I am a Ph.D. student in Systems Engineering at the University of Virginia. I work in Autonomous Mobile Robots Lab and Link Lab under Prof. Nicola Bezzo. Before joining UVA, I received a BS degree in Mechanical and Nuclear Engineering at Virginia Commonwealth University.
My research focuses on human-robot interaction, social navigation, proactive motion planning under uncertainty, and multi-agent/actor planning and control.
Parameter-free Regression-based Autonomous Control of Off-the-shelf Quadrotor UAVs
Autonomous flight in unmanned aerial vehicles (UAVs) generally requires platform-specific knowledge of the dynamical parameters and control architecture. Recently, UAVs have become more accessible with off-the-shelf options that are well-tuned and stable for user teleoperation but due to unknown model parameters, they are typically not ready for autonomous operations.

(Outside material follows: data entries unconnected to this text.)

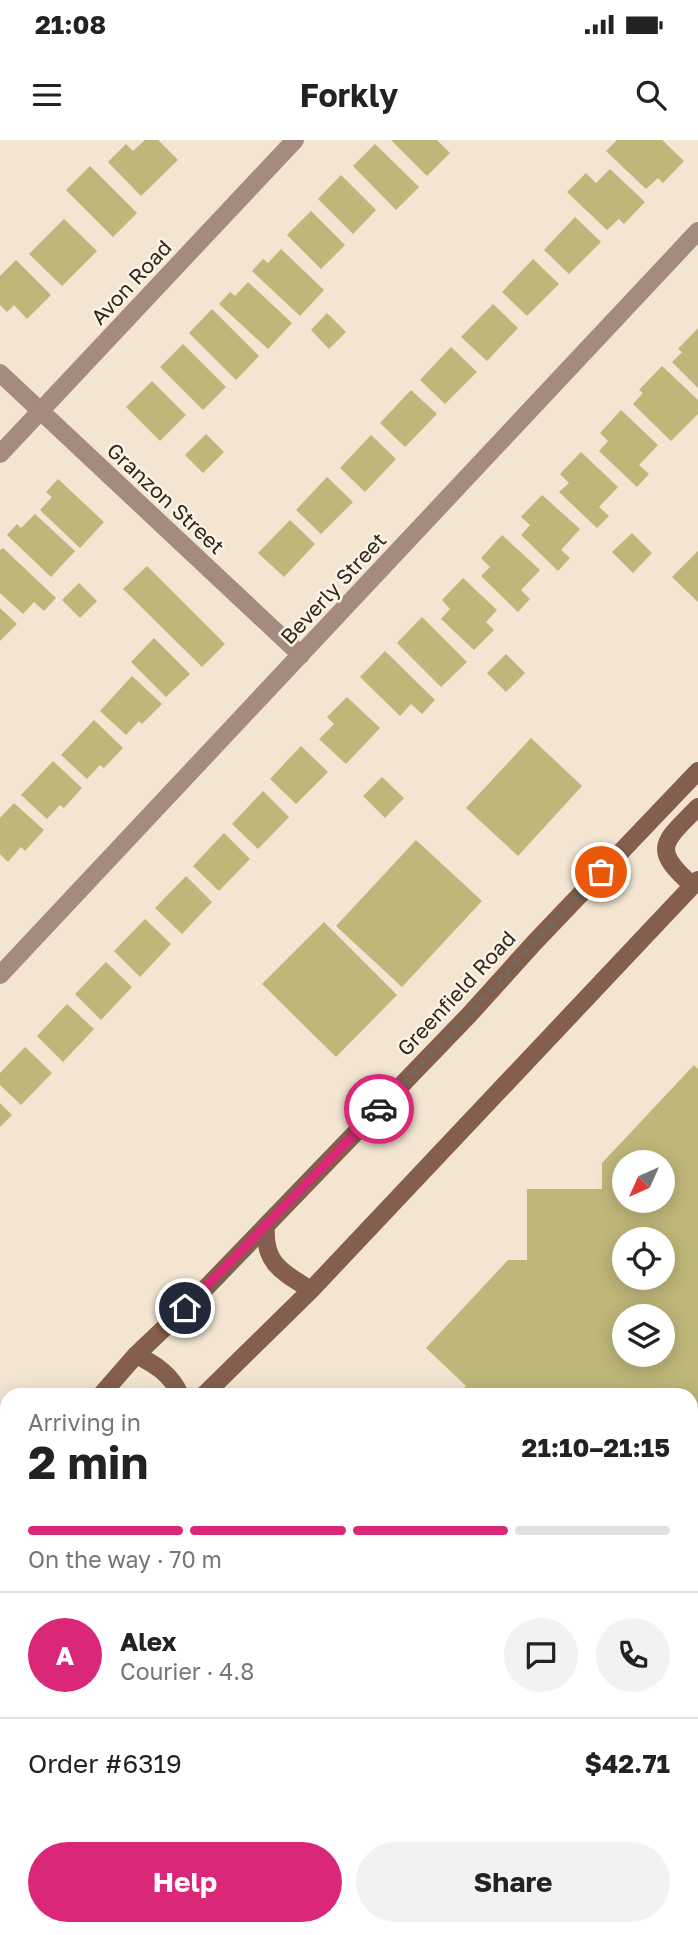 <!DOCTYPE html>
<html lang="en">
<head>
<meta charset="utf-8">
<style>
  body { margin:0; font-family:"Golos Text",sans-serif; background:#f2f2f2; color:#222; height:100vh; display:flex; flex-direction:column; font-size:26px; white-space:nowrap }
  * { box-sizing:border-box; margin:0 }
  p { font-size:23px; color:#767676 }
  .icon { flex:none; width:38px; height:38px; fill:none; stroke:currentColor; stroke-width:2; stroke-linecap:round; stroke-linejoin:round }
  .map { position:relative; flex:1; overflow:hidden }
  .drawer { position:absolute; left:0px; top:1248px; width:698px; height:548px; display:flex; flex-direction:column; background:#fff; border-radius:21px 21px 0 0; box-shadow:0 4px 18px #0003 }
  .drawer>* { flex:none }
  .needle { width:46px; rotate:225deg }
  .controls { position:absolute; left:612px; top:1010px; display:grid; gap:14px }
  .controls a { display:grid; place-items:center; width:63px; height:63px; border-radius:50%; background:#fff; box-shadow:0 4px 18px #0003; font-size:35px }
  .pin { position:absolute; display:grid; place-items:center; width:60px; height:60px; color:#fff; margin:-30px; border:4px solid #fff; border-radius:50%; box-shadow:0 2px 7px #0007 }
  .courier { position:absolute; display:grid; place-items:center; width:70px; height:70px; margin:-35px; border:5px solid #db2777; border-radius:50%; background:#fff; color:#222; box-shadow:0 2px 9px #0007 }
  .headline em { font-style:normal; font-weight:700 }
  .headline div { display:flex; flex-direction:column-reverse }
  .headline { display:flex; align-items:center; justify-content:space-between; height:119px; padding:0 28px }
  h1 { font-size:46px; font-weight:700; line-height:52px }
  .bar { display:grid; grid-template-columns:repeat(4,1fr); gap:10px 7px; align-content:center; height:84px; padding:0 28px }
  .bar i { height:9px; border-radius:5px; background:#e0e0e0 }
  .bar .active { background:#db2777 }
  .bar p { grid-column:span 4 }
  .line { display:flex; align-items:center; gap:18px; padding:0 28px; border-top:2px solid #e0e0e0 }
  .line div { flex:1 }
  .round { display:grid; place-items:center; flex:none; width:74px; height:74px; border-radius:37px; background:#f2f2f2 }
  .button { display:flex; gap:14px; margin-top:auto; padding:14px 28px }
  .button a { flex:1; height:80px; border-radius:42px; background:#db2777; color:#fff; font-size:28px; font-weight:700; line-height:80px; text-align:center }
  .button a+a { background:#f2f2f2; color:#222 }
  .status { display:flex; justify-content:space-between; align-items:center; height:49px; padding:0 35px; background:#fff; direction:ltr }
  .status svg { height:19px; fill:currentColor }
  header { display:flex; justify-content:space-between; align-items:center; height:91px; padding:0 28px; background:#fff; font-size:32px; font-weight:700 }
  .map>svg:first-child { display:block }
  .building { fill:#bfb679; fill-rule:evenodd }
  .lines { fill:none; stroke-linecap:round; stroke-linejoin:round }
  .minor { stroke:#a58b7f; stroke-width:18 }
  .secondary { stroke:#845f4d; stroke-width:18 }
  .done { stroke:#726a5f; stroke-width:7; stroke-dasharray:0 12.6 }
  .route { stroke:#db2777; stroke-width:9 }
  .labels { text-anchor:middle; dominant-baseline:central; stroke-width:5; stroke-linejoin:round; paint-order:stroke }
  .street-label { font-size:21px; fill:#2d2821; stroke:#fef3e4 }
</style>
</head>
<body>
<div class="status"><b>21:08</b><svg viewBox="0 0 49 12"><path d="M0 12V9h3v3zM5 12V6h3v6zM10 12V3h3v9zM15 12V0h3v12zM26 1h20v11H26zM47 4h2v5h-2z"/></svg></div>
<header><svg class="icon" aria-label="menu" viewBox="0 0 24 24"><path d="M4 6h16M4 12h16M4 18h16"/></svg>Forkly<svg class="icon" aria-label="search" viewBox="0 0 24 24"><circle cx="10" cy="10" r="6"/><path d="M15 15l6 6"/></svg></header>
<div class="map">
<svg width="698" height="1795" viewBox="0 0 698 1795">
  <rect width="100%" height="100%" fill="#f3e5d2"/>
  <!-- building -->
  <g class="building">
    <polygon points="145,0 158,0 178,20 141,56 108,22 126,4 133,11"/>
    <polygon points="391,0 437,0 450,13 427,36"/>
    <polygon points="617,0 662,0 684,21 663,43 658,38 646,49 606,11"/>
    <polygon points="375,4 419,47 396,70 353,26"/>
    <polygon points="90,26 137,73 113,97 66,50"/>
    <polygon points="610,29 645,62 624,84 619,79 607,90 567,52 586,33 596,43"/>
    <polygon points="341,35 376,70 353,94 318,59"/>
    <polygon points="311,71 345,105 321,129 287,95"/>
    <polygon points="575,77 601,102 569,134 544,110"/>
    <polygon points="64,79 97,111 62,146 29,114"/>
    <polygon points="281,109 324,150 300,176 252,131 263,119 268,123"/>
    <polygon points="533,119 559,144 527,176 502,152"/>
    <polygon points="16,120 51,155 27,179 14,165 7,172 0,165 0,136"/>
    <polygon points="248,142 292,183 268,209 219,164 230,152 235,156"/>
    <polygon points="493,164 518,188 487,221 461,197"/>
    <polygon points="212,169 259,216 236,240 189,193"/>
    <polygon points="327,173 346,192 329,209 311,190"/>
    <polygon points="698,188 698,248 672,222 682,212 678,209"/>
    <polygon points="183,204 226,247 203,270 160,227"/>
    <polygon points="451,207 477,232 445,264 420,240"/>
    <polygon points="662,226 698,260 698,274 671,301 633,264 643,253 639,250"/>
    <polygon points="152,241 186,275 160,301 126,267"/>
    <polygon points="411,250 437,274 405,307 380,283"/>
    <polygon points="621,270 658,305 639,325 649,334 637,347 599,311 608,301 600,293"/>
    <polygon points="206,294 224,312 203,333 185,315"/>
    <polygon points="371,295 396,319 365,352 340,328"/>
    <polygon points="581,312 618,347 599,367 609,376 597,388 559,352 569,343 560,334"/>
    <polygon points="327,337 353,362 321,394 296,370"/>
    <polygon points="58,339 104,382 80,408 40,370 52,357 46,352"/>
    <polygon points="542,355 580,389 561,410 570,418 558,431 521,395 530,385 521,377"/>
    <polygon points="35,374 75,411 51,437 7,395 17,384 21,388"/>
    <polygon points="290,380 315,404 284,437 258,413"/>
    <polygon points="632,393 652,413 633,433 612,412"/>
    <polygon points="502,395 540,430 521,450 530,459 518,472 481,436 490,427 481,418"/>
    <polygon points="3,408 56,458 44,471 34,462 23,474 0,453 0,410"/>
    <polygon points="698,411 698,462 672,437"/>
    <polygon points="147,426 225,504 202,527 123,449"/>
    <polygon points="463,438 497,470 486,482 494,490 474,510 441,479 450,469 442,460"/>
    <polygon points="79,443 97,461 80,478 62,460"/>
    <polygon points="0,468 17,484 0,501"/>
    <polygon points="422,477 467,522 441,547 397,503"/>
    <polygon points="154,498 190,534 166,557 131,522"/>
    <polygon points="385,511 435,560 422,574 411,564 400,576 360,537"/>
    <polygon points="506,514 525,533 506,552 487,533"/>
    <polygon points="132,536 162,564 142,584 139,581 126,595 100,571"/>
    <polygon points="347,557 380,588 346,624 319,599 334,584 327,577"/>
    <polygon points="94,580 123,608 104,628 100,625 87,639 61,615"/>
    <polygon points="531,598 582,646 518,716 466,668"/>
    <polygon points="301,606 328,632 296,664 270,639"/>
    <polygon points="53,621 82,648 64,668 60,665 47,679 21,655"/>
    <polygon points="382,637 404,658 385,678 363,656"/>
    <polygon points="263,651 289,677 258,709 232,684"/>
    <polygon points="14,663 44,690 25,711 21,707 8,722 0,714 0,678"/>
    <polygon points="224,693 250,719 219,751 193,726"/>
    <polygon points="416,700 482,761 402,847 336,786"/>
    <polygon points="186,736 212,762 182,794 155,768"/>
    <polygon points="145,779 171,804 140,837 114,811"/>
    <polygon points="324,782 397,855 336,917 262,844"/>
    <polygon points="106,822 132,847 101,880 75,854"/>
    <polygon points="67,864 94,889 63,922 37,896"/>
    <polygon points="25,907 52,933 21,965 0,945 0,933"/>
    <path d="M694,925L698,929V1280L691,1288V1255H458L466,1246L426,1208L508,1120H527V1049H602V1023ZM625,1022H663V1060H625ZM625,1099H663V1138H625ZM625,1176H663V1214H625Z"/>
    <polygon points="0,963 12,975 0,987"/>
  </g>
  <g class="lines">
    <!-- minor -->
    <g class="minor">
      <polyline points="0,233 301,515"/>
      <polyline points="0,314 295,0"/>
      <polyline points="0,835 698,91"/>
      <polyline points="691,1420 698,1413"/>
      <polyline points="347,1795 354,1788"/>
    </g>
    <!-- secondary -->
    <g class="secondary">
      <path d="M692,745C650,708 664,702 698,667"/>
      <path d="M266,1086C263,1123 282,1132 311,1150"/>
      <path d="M136,1215C155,1224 172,1235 180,1255"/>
      <polyline points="101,1255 136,1215 201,1153 469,875 534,803 698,631"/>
      <polyline points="204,1255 311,1150 698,740"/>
      <polyline points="0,1363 7,1356"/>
      <polyline points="0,1468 7,1460"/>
      <polyline points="0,1626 7,1633"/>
      <polyline points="173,1788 180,1795"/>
    </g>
  </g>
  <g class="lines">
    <!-- done -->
    <path class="done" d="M379,969C454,891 526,810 601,732"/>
    <!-- route -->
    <polyline class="route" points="185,1168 379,969"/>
  </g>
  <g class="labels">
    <!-- street labels -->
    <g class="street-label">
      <text transform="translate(131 142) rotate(-47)">Avon Road</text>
      <text transform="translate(166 358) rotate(43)">Granzon Street</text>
      <text transform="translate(333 448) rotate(-47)">Beverly Street</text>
      <text transform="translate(456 853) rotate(-47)">Greenfield Road</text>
    </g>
  </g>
</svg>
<div class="controls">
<a><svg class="needle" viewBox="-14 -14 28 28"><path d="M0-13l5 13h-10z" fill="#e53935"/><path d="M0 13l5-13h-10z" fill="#767676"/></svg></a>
<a><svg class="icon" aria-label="locate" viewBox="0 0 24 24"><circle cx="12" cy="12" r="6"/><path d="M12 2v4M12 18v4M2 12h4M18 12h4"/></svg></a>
<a><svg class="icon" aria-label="layers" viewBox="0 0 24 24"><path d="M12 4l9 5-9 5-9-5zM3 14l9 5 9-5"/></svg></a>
</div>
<div class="pin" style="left:601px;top:732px;background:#ea580c"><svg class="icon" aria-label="bag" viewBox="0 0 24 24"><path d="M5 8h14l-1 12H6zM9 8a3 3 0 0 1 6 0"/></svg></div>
<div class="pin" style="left:185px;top:1168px;background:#1f2937"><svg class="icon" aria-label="home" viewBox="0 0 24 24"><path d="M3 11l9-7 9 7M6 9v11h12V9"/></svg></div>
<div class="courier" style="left:379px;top:969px"><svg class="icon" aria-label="car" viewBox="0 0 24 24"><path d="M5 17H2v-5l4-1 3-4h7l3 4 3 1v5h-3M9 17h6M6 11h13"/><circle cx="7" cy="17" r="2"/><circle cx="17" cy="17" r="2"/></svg></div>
<section class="drawer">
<div class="headline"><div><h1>2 min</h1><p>Arriving in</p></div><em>21:10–21:15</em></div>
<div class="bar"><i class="active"></i><i class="active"></i><i class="active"></i><i></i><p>On the way · 70 m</p></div>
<div class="line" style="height:126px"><b class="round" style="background:#db2777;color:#fff">A</b><div><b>Alex</b><p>Courier · 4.8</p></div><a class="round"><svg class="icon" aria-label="chat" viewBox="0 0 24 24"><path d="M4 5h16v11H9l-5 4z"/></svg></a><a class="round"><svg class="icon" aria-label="phone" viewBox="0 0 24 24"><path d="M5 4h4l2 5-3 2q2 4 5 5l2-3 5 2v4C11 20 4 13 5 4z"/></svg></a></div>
<div class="line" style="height:91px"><div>Order #6319</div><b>$42.71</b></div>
<div class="button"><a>Help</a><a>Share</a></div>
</section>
</div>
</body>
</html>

We develop a method to enable autonomous flight on vehicles that are designed for teleoperation with minimal knowledge of the dynamical and controller parameters. The proposed method uses a basic knowledge of the control and dynamic architecture along with human teleoperated trajectories for demonstration learning. We use a regression-based model with statistical validation to minimize errors in input generation.
A Data-driven Framework for Proactive Intention-Aware Motion Planning of a Robot in a Human Environment
For safe and efficient human-robot interaction, a robot needs to predict and understand the intentions of humans who share the same space. Mobile robots are traditionally built to be reactive, moving in unnatural ways without following social protocol, hence forcing people to behave very differently from human-human interaction rules, which can be overcome if robot were proactive.
We build an intention-aware proactive motion planning strategy for mobile robots that coexist with multiple humans. We propose a framework that uses Hidden Markov Model (HMM) theory to: i) predict future states and estimate the likelihood that humans will cross the path of a robot, and ii) concurrently learn, update, and improve the predictive model with new observations at run-time. We also use stochastic reachability analysis to identify multiple possibilities of future states and a control scheme that leverages temporal virtual physics inspired by spring-mass system to enable proactive motion planning.